[[ RECORDS SUPPLIED open ]]

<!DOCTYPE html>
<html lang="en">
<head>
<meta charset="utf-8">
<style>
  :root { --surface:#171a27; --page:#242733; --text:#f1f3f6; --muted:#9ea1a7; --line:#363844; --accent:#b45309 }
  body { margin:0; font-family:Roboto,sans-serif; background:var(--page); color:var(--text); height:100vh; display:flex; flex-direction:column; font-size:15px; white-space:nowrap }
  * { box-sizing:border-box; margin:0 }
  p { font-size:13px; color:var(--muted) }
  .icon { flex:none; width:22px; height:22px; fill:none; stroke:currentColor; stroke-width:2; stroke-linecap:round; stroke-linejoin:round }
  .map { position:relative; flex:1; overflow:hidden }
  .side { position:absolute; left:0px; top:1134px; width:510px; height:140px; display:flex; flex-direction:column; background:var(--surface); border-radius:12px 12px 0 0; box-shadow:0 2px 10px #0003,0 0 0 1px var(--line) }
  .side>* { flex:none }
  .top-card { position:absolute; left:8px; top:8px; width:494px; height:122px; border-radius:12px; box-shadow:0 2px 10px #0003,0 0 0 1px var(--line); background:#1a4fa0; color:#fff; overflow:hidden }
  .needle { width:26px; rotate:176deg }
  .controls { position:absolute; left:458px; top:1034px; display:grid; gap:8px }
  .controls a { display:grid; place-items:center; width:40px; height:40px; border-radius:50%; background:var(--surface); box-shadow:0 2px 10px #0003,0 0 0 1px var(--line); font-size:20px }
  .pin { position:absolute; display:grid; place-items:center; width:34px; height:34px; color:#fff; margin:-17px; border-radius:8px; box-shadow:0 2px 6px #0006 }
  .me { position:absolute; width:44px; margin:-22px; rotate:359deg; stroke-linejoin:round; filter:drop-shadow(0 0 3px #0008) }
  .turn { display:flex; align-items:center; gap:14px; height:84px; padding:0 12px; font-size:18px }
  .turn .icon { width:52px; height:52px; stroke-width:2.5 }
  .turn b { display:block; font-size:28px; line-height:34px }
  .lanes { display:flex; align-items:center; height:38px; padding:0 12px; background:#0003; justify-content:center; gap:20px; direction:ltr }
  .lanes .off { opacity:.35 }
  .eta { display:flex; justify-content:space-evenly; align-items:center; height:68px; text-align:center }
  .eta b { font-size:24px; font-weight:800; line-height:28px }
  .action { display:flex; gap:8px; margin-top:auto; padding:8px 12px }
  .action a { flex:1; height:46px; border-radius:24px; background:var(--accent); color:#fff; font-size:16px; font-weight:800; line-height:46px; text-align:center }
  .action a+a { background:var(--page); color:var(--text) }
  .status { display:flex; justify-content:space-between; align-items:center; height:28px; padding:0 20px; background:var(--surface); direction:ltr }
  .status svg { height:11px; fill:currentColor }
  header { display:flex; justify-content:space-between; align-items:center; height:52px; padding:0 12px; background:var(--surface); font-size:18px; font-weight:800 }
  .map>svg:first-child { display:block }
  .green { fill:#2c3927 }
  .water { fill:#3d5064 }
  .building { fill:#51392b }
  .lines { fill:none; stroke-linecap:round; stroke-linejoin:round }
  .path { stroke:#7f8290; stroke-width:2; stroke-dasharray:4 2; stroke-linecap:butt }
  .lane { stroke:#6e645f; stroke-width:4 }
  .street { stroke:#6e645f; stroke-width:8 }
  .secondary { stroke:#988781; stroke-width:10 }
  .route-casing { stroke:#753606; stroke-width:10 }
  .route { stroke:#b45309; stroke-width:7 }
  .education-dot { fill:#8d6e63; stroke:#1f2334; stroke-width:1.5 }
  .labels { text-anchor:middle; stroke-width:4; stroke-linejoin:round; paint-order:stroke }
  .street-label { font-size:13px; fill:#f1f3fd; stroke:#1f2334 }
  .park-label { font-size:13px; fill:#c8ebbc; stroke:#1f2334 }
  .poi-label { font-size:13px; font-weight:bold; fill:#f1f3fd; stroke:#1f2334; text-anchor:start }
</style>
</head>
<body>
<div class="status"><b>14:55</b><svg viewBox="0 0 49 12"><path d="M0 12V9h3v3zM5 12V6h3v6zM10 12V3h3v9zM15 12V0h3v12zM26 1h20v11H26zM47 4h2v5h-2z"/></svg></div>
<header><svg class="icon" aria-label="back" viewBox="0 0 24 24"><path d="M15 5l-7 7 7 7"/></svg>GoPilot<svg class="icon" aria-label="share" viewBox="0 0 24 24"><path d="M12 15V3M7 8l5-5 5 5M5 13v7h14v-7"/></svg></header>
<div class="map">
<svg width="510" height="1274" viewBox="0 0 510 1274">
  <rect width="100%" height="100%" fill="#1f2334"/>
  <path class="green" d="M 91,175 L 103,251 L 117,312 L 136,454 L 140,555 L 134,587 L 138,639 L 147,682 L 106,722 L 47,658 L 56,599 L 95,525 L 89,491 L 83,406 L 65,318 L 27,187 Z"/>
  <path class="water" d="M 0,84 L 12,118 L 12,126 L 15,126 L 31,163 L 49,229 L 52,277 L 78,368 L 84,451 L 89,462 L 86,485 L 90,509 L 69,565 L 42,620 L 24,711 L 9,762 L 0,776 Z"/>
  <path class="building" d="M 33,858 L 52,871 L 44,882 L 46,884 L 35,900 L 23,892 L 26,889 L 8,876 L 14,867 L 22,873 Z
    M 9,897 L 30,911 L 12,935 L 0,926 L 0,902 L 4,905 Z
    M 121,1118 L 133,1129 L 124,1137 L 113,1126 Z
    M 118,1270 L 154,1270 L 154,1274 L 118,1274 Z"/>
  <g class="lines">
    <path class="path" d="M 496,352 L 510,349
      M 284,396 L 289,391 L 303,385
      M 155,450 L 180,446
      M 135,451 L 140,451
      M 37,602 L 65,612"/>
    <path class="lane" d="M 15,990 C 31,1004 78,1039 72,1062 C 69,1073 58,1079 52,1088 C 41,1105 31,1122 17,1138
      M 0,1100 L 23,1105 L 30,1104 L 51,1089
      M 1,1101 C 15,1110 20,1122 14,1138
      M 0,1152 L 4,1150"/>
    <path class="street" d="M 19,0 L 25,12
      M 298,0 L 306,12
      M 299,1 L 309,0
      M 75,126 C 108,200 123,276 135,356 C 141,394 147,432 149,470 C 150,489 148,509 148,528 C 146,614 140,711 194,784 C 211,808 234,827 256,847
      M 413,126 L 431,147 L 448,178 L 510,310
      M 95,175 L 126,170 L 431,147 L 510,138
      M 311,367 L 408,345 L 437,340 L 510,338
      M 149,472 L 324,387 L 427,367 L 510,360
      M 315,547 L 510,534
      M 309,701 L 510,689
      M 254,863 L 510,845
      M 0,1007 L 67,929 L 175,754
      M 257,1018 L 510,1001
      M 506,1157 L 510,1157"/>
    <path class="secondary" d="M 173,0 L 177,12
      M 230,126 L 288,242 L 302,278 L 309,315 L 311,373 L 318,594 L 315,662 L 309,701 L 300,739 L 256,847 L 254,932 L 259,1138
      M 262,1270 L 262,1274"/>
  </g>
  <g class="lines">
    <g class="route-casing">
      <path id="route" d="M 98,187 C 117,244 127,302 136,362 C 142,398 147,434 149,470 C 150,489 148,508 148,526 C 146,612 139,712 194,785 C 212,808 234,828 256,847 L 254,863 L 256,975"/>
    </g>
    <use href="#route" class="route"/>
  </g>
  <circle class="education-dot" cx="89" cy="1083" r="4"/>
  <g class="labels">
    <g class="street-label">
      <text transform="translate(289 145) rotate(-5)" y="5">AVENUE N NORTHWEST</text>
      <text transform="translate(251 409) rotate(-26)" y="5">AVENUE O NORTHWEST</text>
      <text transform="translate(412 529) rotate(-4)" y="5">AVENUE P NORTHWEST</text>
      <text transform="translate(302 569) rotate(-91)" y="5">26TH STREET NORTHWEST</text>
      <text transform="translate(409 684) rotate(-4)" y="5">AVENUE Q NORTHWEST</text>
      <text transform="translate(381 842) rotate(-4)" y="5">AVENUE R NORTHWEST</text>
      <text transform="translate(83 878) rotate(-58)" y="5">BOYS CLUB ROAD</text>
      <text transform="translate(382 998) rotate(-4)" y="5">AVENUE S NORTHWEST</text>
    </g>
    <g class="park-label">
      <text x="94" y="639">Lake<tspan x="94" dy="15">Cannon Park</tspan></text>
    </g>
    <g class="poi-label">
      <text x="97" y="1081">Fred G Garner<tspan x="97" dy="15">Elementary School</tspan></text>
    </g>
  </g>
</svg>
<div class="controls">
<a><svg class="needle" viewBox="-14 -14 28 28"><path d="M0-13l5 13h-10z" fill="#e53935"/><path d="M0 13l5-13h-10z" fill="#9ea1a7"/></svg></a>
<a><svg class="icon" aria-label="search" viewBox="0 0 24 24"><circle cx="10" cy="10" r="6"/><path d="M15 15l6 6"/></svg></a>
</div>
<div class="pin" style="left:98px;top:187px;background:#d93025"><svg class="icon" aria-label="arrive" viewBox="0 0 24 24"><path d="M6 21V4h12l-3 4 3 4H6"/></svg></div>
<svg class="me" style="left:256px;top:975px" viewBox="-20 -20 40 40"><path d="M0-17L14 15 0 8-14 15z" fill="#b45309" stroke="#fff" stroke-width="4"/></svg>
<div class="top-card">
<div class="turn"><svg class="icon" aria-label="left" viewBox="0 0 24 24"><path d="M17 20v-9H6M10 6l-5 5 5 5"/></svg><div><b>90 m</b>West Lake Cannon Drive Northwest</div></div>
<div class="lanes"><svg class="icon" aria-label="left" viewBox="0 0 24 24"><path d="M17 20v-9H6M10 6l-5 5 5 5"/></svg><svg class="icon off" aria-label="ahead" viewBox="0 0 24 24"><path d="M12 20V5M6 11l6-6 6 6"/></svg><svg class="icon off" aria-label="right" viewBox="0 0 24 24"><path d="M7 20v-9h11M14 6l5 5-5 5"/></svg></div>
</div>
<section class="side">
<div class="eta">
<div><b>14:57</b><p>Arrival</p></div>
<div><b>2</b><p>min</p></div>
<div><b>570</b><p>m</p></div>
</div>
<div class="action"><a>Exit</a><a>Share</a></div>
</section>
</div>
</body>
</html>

[[ RECORDS SUPPLIED closed ]]

• [WORK TASK]
Quote, with nothing altered, all lines from the start of the entries to the line that carries "--surface:#171a27; --page:#242733; --text:#f1f3f6;", inclusive.

• [ANSWER SPACE]
<!DOCTYPE html>
<html lang="en">
<head>
<meta charset="utf-8">
<style>
  :root { --surface:#171a27; --page:#242733; --text:#f1f3f6; --muted:#9ea1a7; --line:#363844; --accent:#b45309 }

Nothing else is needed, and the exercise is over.